All you need to do to make sure you have a better success rate in getting your home loan application approved at the terms you want is education and preparation regarding the process the lenders go through to approve your request.  When evaluating your request for a mortgage loan, a mortgage lender will assess the application you have filled out with the supporting documents you have submitted.  This process is referred to as underwriting the home loan.  During this stage, the mortgage lender investigates the integrity of the data and evaluates the risks in order to qualify the applicant. 

The home loan application is a summary of your assets, credit and income position at this particular point in time.  It does not measure your character nor does it measure potential future changes such as potential employment changes or debts that maybe incurred or satisfied. 

In order to evaluate your present position the mortgage lender will review your financial position, take inventory of your assets, income and credit profile.  This procedure is accomplished by verifying your employment, verifying the funds you have on deposit with financial institutions, verifying the equity in the home by appraising the property, reviewing your debts outstanding and analyzing your credit history.  This process has become highly automated with computer modeling and approvals but the underlying process is basically the same.

These criteria that are evaluated were once referred to as being the four C’s of lending or collateral, capacity, credit, and character.

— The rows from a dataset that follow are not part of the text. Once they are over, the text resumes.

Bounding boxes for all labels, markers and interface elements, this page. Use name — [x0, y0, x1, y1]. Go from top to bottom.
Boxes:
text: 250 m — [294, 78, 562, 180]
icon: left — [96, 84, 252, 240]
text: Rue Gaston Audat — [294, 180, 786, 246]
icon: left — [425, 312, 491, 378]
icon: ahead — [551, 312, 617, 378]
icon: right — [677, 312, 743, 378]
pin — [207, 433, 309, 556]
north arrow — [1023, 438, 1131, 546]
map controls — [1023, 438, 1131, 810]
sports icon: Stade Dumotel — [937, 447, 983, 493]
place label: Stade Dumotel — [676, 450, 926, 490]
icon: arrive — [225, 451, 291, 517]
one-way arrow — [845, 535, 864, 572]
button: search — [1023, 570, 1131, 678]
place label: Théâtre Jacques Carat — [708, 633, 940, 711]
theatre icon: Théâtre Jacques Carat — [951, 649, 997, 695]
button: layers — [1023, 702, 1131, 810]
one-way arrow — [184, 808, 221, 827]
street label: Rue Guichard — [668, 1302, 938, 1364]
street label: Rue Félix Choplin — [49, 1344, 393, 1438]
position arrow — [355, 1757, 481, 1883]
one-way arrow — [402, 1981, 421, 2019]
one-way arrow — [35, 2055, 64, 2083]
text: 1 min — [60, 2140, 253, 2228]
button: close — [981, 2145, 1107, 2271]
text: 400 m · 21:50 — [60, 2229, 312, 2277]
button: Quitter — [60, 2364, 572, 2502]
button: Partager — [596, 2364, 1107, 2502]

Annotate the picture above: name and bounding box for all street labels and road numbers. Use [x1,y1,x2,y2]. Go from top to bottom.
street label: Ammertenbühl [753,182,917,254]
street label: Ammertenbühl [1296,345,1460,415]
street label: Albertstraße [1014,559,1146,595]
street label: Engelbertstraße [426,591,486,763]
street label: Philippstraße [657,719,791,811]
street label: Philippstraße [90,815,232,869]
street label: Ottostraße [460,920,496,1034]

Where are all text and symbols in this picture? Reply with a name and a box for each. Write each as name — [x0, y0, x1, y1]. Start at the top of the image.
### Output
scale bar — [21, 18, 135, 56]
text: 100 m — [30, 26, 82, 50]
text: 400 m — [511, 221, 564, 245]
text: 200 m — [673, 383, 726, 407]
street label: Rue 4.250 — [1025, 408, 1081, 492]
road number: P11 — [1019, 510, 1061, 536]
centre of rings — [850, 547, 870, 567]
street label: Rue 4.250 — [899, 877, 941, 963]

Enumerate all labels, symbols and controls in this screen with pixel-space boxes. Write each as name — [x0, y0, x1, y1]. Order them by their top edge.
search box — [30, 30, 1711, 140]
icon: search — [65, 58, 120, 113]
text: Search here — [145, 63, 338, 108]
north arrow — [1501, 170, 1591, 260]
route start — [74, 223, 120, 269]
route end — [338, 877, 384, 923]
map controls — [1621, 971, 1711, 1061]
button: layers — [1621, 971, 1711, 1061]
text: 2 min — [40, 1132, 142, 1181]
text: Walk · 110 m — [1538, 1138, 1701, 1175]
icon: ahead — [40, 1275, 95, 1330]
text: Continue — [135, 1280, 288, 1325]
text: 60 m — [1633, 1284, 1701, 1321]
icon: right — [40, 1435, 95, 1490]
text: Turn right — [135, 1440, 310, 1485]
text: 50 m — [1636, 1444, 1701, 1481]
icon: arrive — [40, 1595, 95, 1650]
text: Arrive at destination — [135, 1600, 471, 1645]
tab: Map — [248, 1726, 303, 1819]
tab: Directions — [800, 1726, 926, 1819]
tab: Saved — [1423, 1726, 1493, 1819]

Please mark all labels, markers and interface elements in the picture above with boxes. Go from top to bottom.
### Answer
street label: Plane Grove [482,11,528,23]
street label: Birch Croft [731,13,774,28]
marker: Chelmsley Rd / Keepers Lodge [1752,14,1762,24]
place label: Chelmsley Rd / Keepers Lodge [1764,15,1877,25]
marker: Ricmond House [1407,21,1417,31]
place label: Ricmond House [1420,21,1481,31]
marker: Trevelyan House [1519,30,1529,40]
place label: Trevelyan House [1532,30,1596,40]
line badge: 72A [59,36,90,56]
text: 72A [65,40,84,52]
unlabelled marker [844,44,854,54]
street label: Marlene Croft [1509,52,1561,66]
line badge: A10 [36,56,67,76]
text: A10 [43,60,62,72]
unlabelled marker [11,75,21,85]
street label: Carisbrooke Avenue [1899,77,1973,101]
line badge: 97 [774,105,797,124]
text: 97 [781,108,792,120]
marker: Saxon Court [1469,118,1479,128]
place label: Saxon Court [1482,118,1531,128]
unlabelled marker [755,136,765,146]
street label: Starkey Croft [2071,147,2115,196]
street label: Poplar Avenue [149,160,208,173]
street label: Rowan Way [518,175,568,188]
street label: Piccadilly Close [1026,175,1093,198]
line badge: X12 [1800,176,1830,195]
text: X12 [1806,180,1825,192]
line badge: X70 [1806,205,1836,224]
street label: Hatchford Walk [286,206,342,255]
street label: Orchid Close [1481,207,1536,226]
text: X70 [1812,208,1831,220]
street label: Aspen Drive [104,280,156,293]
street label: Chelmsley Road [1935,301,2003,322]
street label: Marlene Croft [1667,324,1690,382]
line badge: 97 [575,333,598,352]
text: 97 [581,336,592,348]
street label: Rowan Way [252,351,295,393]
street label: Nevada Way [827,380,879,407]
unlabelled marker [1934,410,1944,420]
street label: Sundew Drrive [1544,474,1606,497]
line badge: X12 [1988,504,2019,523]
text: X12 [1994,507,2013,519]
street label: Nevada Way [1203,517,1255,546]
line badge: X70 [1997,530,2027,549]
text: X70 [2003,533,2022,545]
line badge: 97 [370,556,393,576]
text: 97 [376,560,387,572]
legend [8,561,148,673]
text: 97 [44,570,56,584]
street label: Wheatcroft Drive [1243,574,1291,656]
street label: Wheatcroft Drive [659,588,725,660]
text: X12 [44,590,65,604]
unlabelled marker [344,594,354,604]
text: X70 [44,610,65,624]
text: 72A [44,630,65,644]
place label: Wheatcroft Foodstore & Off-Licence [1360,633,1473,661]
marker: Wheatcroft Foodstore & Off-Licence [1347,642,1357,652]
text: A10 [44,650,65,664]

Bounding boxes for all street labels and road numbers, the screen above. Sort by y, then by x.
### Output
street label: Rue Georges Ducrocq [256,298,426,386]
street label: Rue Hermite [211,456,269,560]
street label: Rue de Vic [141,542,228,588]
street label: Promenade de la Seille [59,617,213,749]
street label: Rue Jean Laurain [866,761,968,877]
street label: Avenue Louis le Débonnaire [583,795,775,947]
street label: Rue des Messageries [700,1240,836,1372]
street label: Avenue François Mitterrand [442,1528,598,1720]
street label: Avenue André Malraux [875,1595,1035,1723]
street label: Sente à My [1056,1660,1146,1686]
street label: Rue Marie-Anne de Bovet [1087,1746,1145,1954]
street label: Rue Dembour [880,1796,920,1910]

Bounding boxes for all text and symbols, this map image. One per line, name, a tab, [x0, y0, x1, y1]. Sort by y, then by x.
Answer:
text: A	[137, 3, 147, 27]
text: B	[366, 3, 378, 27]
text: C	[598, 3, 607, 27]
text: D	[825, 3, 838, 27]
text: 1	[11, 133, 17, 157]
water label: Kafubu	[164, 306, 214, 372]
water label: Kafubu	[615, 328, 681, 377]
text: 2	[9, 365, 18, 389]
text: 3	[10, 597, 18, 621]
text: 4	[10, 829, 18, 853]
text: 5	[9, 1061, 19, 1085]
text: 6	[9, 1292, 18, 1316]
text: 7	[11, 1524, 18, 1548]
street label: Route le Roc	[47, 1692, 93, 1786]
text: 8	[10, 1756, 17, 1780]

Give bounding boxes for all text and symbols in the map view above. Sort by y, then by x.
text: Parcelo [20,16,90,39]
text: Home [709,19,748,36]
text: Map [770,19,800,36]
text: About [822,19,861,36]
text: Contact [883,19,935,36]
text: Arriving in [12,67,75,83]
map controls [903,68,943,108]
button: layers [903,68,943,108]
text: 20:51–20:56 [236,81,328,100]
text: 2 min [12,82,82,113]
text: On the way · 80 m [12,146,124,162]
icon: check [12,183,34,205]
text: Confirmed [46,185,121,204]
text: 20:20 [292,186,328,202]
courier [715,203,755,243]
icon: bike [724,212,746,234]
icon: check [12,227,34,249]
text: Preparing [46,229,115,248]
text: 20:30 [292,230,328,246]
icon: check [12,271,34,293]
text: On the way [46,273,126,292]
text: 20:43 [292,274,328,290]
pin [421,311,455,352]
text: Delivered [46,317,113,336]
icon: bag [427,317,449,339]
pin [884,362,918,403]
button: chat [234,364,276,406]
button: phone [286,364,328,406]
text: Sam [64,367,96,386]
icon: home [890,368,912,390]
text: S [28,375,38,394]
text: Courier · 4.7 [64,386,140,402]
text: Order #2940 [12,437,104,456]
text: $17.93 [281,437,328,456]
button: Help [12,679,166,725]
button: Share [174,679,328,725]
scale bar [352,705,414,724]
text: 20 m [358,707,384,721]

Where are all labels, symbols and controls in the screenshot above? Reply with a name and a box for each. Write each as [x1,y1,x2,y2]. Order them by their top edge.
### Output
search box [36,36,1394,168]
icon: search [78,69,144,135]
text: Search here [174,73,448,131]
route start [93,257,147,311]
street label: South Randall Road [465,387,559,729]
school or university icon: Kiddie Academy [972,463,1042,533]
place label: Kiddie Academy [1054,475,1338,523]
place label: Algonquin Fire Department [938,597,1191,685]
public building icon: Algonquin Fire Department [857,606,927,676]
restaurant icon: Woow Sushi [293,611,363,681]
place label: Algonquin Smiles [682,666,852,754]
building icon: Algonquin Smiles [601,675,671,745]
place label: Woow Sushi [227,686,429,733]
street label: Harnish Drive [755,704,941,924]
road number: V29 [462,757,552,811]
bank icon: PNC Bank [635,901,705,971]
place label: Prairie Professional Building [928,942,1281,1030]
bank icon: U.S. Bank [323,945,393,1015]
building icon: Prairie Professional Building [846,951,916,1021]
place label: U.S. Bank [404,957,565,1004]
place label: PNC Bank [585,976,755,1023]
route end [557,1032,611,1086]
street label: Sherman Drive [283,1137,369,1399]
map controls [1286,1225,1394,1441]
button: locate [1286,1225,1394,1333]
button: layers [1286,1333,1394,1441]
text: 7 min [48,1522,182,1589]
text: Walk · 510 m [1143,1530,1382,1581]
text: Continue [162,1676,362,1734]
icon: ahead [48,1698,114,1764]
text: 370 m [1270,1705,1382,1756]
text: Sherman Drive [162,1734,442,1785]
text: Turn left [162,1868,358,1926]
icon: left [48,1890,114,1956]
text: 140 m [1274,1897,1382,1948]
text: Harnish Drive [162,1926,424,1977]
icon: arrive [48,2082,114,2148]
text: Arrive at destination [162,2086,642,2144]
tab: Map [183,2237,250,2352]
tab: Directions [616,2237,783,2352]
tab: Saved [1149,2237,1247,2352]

Collateral – Collateral is a measure of the value, condition and marketability of the property.  The mortgage lender will order an appraisal to determine the market value of your home.  From here the loan to value or equity position in the property is determined.  Loan to value is the ratio of loan amount to the appraised value.  If the borrower is agreeing to down payment of $10,000.00 on a $200,000.00 home, the loan to value will 95%.  This formula works on the refinance as well.  If a borrower wishes to refinance an amount of $100,000.00 on a $200,000.00 home, the loan to value will be 50%.  Loan to value (LTV) and the appraisal are the biggest factors in measuring collateral.  Lower loan to values leave more equity in the property and is inherently less risky for the mortgage lender since it not only cushions the mortgage lenders risk but leaves more at stake for the borrower.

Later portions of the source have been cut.